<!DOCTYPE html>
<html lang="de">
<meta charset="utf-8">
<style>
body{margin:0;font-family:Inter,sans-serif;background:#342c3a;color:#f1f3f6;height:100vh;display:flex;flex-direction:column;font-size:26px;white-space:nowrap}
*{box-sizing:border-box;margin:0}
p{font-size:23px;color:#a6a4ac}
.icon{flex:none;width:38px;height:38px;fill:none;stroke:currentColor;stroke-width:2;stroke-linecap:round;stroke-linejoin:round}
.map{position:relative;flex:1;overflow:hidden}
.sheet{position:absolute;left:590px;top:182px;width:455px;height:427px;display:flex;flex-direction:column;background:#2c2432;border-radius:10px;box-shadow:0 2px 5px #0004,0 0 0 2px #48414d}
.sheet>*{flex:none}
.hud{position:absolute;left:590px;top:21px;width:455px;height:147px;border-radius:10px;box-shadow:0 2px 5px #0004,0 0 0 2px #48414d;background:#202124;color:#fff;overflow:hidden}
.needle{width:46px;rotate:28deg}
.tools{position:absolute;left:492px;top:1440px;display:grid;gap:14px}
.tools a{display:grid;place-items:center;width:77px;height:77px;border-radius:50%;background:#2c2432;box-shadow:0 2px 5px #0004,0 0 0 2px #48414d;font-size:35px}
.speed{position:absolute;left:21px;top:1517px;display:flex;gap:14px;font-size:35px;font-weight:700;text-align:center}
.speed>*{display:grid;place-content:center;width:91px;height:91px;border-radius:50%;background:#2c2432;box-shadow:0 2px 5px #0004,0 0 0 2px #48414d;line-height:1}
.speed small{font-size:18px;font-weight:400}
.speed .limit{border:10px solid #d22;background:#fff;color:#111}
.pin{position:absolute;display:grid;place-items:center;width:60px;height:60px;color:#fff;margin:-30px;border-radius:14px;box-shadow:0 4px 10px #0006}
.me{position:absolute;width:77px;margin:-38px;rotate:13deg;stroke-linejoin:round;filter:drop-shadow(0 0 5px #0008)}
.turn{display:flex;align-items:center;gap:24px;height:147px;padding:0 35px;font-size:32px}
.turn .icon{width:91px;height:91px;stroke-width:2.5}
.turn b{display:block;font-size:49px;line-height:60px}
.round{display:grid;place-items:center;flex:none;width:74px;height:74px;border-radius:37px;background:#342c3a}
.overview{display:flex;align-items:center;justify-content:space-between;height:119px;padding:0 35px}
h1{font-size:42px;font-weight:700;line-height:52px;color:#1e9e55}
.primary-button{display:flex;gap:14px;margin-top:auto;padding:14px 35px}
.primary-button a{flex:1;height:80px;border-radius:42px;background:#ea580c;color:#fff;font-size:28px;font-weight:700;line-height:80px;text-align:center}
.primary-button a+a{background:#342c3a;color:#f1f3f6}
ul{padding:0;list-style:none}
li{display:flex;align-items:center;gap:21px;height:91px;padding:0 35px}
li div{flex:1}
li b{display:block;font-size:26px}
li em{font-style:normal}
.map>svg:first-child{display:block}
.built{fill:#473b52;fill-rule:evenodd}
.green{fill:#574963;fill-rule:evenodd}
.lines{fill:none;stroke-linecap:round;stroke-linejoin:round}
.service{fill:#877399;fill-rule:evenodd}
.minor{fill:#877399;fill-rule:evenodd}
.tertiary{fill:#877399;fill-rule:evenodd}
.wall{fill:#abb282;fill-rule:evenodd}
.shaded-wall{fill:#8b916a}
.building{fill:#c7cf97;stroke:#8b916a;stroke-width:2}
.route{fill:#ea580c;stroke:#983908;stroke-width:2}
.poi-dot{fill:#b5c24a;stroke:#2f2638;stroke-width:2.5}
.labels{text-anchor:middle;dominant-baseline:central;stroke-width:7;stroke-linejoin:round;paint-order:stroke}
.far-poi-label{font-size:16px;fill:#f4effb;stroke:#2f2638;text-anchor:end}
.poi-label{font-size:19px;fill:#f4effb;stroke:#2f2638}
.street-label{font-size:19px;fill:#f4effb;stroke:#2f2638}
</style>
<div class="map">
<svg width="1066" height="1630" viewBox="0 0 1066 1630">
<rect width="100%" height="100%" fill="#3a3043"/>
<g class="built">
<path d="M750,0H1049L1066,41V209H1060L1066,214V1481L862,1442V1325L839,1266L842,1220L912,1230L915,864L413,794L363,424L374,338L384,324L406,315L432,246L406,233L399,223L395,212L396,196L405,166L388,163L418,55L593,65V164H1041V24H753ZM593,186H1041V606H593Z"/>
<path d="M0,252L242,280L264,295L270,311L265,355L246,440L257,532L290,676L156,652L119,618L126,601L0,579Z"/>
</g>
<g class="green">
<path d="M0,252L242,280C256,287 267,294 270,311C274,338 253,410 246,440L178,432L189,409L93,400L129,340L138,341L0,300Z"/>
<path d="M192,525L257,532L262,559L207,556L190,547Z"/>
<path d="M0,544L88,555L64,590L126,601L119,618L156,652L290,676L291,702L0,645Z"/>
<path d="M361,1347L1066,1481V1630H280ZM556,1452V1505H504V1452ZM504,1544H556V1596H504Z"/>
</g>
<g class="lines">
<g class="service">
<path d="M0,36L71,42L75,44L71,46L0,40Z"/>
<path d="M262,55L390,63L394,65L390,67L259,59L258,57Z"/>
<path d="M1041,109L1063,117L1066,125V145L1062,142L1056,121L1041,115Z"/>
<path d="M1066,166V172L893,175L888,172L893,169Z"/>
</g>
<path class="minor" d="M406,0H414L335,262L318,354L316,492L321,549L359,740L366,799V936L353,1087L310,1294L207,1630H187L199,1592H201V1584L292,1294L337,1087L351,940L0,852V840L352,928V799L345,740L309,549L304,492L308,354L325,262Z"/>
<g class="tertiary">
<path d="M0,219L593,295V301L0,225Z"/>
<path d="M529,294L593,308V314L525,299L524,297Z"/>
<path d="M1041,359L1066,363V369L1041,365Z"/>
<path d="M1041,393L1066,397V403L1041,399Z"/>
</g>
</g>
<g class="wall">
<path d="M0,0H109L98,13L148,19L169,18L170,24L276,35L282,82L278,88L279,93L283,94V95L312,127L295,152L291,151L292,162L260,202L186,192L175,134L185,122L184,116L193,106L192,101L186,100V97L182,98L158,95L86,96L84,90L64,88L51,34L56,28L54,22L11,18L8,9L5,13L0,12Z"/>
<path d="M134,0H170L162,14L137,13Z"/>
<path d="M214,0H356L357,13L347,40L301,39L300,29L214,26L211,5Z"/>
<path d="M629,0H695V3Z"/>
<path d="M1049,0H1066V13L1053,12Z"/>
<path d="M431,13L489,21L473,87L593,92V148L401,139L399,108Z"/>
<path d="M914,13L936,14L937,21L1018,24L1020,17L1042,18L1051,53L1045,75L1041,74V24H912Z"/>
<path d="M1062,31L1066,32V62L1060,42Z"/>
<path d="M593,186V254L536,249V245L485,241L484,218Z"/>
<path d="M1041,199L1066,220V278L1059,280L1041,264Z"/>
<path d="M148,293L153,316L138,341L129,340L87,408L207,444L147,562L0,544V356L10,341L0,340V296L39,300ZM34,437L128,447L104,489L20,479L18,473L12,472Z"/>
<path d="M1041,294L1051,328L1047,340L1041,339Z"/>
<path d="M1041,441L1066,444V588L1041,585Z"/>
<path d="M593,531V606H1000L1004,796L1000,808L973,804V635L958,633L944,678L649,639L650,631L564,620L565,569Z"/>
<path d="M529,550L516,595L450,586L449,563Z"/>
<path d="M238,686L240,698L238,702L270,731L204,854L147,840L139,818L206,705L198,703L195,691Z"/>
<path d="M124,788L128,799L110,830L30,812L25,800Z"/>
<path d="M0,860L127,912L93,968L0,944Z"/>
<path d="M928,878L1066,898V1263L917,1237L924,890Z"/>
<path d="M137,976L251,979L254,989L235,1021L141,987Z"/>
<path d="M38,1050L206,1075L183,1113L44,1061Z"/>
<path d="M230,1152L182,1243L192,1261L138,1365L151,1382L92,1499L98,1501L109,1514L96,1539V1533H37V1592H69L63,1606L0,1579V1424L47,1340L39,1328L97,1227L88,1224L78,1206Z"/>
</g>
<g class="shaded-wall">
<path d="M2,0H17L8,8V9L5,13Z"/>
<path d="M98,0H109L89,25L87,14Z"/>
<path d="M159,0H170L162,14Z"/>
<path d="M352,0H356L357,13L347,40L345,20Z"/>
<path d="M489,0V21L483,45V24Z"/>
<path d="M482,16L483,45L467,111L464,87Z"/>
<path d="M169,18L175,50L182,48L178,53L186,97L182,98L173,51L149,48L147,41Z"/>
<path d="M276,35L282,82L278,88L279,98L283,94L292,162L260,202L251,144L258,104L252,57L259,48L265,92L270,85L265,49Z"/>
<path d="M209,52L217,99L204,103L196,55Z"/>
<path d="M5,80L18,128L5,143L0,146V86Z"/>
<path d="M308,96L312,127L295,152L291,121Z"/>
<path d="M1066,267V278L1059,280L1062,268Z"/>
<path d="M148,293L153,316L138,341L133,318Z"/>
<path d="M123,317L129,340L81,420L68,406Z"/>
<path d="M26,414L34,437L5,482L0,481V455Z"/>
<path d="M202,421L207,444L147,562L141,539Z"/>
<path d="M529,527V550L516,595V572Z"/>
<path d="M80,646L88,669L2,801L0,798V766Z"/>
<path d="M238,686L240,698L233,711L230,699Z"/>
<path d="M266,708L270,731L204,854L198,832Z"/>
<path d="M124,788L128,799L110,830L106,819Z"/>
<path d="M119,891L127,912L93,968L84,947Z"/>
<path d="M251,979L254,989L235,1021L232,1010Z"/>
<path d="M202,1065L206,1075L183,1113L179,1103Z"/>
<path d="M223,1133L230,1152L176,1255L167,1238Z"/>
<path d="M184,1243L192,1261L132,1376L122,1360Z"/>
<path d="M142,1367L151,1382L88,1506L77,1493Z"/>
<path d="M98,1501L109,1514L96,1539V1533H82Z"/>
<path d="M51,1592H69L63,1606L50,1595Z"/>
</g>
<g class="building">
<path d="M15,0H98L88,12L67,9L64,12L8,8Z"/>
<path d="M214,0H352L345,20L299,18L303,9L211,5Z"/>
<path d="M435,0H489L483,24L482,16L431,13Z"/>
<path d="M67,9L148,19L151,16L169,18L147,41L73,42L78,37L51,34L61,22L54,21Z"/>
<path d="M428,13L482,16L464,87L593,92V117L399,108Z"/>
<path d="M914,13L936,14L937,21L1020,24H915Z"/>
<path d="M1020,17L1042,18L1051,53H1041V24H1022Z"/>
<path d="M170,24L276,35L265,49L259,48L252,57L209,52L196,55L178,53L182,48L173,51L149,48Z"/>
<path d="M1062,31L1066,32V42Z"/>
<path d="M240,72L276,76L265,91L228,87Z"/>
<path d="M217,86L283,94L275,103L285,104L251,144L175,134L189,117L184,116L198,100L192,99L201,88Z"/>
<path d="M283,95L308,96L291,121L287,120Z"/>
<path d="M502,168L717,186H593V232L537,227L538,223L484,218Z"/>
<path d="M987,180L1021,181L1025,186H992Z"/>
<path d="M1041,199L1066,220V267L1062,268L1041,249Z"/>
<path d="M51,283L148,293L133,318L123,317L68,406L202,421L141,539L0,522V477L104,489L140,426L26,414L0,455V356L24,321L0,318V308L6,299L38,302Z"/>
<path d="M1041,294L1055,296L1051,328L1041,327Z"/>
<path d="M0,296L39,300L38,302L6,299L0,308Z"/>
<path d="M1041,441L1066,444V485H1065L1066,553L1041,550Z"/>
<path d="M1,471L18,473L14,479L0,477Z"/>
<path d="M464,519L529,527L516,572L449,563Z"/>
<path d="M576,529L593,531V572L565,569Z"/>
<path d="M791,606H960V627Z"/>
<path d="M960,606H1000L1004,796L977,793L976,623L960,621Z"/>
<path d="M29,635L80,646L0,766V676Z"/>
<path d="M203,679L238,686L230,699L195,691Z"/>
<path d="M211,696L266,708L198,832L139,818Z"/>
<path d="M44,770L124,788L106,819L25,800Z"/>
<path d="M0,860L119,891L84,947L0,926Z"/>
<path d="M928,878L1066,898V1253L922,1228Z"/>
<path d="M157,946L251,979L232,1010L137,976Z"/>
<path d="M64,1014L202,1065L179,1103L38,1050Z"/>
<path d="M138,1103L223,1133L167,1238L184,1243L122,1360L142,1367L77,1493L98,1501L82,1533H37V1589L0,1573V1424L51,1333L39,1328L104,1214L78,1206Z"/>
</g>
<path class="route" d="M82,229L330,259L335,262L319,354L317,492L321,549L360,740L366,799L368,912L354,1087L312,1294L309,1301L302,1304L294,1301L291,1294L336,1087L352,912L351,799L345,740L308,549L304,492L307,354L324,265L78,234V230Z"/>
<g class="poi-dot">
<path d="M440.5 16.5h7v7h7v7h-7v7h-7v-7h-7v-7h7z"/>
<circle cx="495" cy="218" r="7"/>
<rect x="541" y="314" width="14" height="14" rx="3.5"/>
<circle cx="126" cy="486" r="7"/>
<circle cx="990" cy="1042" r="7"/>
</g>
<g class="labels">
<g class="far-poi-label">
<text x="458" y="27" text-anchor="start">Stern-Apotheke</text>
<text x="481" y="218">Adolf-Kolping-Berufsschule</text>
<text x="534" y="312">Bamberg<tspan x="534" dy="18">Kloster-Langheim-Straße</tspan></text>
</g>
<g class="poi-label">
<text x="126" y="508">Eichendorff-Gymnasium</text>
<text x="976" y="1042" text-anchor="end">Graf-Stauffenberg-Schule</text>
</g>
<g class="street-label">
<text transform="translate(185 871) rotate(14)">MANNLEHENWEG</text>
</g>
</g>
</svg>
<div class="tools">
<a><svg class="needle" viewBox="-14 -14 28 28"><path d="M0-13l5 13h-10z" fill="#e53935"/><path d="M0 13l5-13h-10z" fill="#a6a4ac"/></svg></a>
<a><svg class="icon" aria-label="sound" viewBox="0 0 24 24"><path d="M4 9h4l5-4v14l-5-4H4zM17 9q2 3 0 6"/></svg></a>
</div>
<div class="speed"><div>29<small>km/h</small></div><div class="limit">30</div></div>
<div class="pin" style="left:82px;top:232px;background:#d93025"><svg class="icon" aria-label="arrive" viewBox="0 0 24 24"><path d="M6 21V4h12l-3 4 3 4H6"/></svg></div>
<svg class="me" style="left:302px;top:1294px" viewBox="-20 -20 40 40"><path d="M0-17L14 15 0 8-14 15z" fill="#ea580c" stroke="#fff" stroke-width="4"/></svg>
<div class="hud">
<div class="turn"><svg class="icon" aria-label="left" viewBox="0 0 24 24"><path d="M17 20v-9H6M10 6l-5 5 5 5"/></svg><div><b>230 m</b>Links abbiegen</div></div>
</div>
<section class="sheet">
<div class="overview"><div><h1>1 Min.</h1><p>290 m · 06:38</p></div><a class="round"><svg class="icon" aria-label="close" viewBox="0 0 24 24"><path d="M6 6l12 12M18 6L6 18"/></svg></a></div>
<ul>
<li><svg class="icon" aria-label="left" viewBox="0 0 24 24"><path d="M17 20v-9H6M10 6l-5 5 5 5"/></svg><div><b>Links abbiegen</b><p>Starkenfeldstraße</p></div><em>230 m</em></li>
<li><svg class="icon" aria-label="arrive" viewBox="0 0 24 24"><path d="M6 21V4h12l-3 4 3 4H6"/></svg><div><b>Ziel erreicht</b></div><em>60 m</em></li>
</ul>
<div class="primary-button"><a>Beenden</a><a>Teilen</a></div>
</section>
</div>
──────────────────────────────
→ Task brief
Within the entries, find all lines holding "hidden" and copy each one.

→ Task result
.map{position:relative;flex:1;overflow:hidden}
.hud{position:absolute;left:590px;top:21px;width:455px;height:147px;border-radius:10px;box-shadow:0 2px 5px #0004,0 0 0 2px #48414d;background:#202124;color:#fff;overflow:hidden}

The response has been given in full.